Meg’s eyes widened as her hands began to tremble. In the church, she’d gathered the letters together but hadn’t looked at them individually. “He left me a letter?”
He nodded, and the sadness momentarily lifted from his eyes. She threw back the flap on the pouch and spilled the letters and scroll into her lap. She dropped the pouch by her side and sifted through the envelopes until she spotted one that didn’t have her handwriting on it. She snatched it up, tears filling her eyes as she touched the scrawled words—her name, sharing his name. Even unread, Kirk’s final letter was a bittersweet reminder of all she’d once possessed, all she’d lost.
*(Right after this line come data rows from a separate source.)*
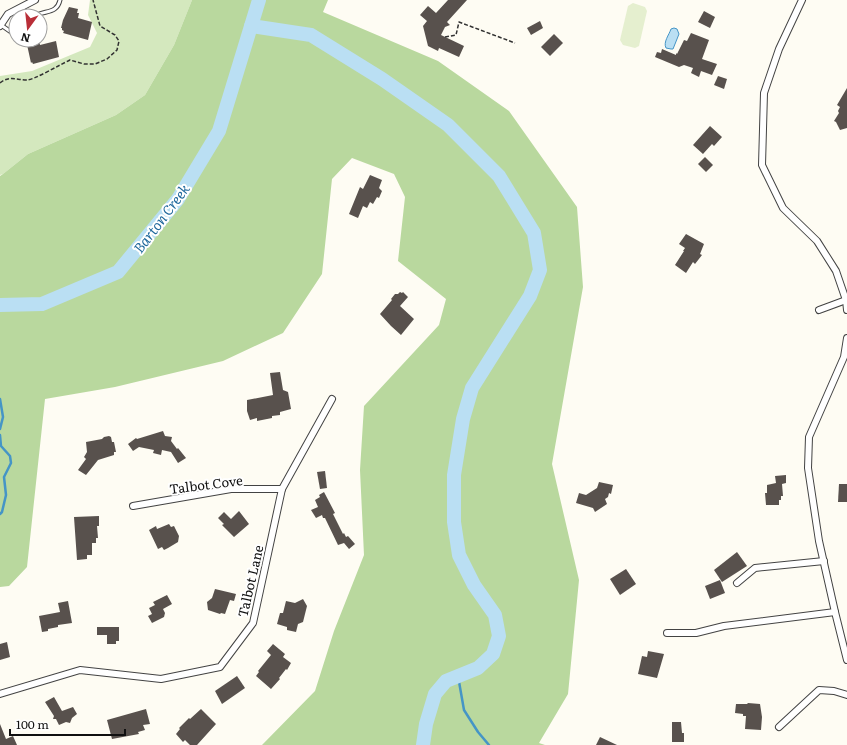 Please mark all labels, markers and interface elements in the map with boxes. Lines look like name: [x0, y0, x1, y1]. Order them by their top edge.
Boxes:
north arrow: [8, 8, 48, 48]
text: N: [19, 30, 32, 48]
water label: Barton Creek: [128, 179, 194, 257]
street label: Talbot Cove: [168, 470, 244, 498]
street label: Talbot Lane: [232, 543, 268, 619]
scale bar: [10, 711, 125, 737]
text: 100 m: [16, 715, 49, 733] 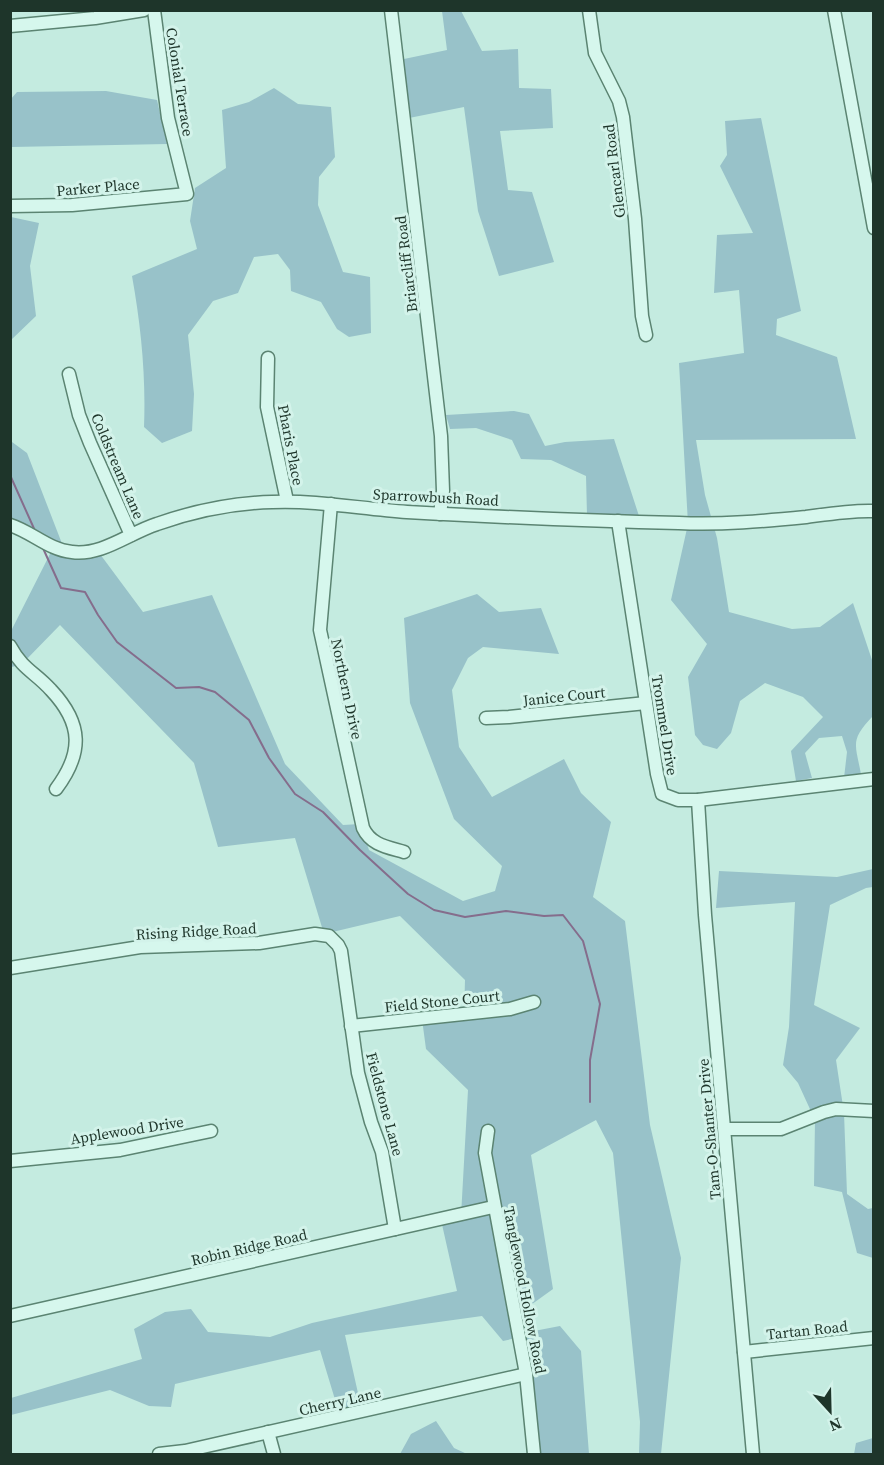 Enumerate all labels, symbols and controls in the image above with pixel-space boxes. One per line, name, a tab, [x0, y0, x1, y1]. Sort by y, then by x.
street label: Colonial Terrace	[161, 26, 199, 138]
street label: Glencarl Road	[598, 122, 630, 219]
street label: Parker Place	[55, 173, 141, 201]
street label: Briarcliff Road	[390, 214, 422, 314]
street label: Pharis Place	[273, 403, 309, 488]
street label: Coldstream Lane	[86, 410, 150, 523]
street label: Sparrowbush Road	[373, 483, 500, 511]
street label: Northern Drive	[326, 637, 368, 742]
street label: Trommel Drive	[647, 673, 683, 777]
street label: Janice Court	[521, 681, 606, 711]
street label: Rising Ridge Road	[135, 917, 257, 945]
street label: Field Stone Court	[383, 985, 501, 1017]
street label: Fieldstone Lane	[361, 1050, 409, 1159]
street label: Tam-O-Shanter Drive	[692, 1057, 726, 1200]
street label: Applewood Drive	[69, 1111, 186, 1149]
street label: Tanglewood Hollow Road	[498, 1205, 552, 1376]
street label: Robin Ridge Road	[189, 1223, 310, 1271]
street label: Tartan Road	[765, 1315, 849, 1345]
street label: Cherry Lane	[297, 1381, 383, 1421]
north arrow	[800, 1381, 860, 1441]
text: N	[826, 1413, 845, 1437]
“I don’t know if I can read it. Not now. Not after all this time. I don’t understand why you didn’t bring it to me sooner, before I came to you.”
“I tried. The day I got home I went to your farm. Your brother—Daniel, isn’t it?” She nodded.
“He swore he’d kill me if I didn’t leave. From the look in his eyes, I figured he meant it. I didn’t dare send it with one of my brothers because I didn’t know how deep his hatred ran. I didn’t want one of them to take a bullet that should have gone to me.”
Slowly, Meg put all the letters into the pouch. If she read Kirk’s letter, it would be when she was alone. She couldn’t bring herself to thank Clay, although she knew she owed him for bringing Kirk’s letter to her. She picked up the rolled paper. “I want to talk to you about the memorial.”
“That was just the first thing that popped into my head. It doesn’t have to look like that. I can sketch out some other ideas.”
She gave him a guilty grimace. “To be honest, I haven’t looked at it. I was too upset over the letters.”
“You should probably look at it before you make a decision. It’s rough. I don’t have much talent for sketching.”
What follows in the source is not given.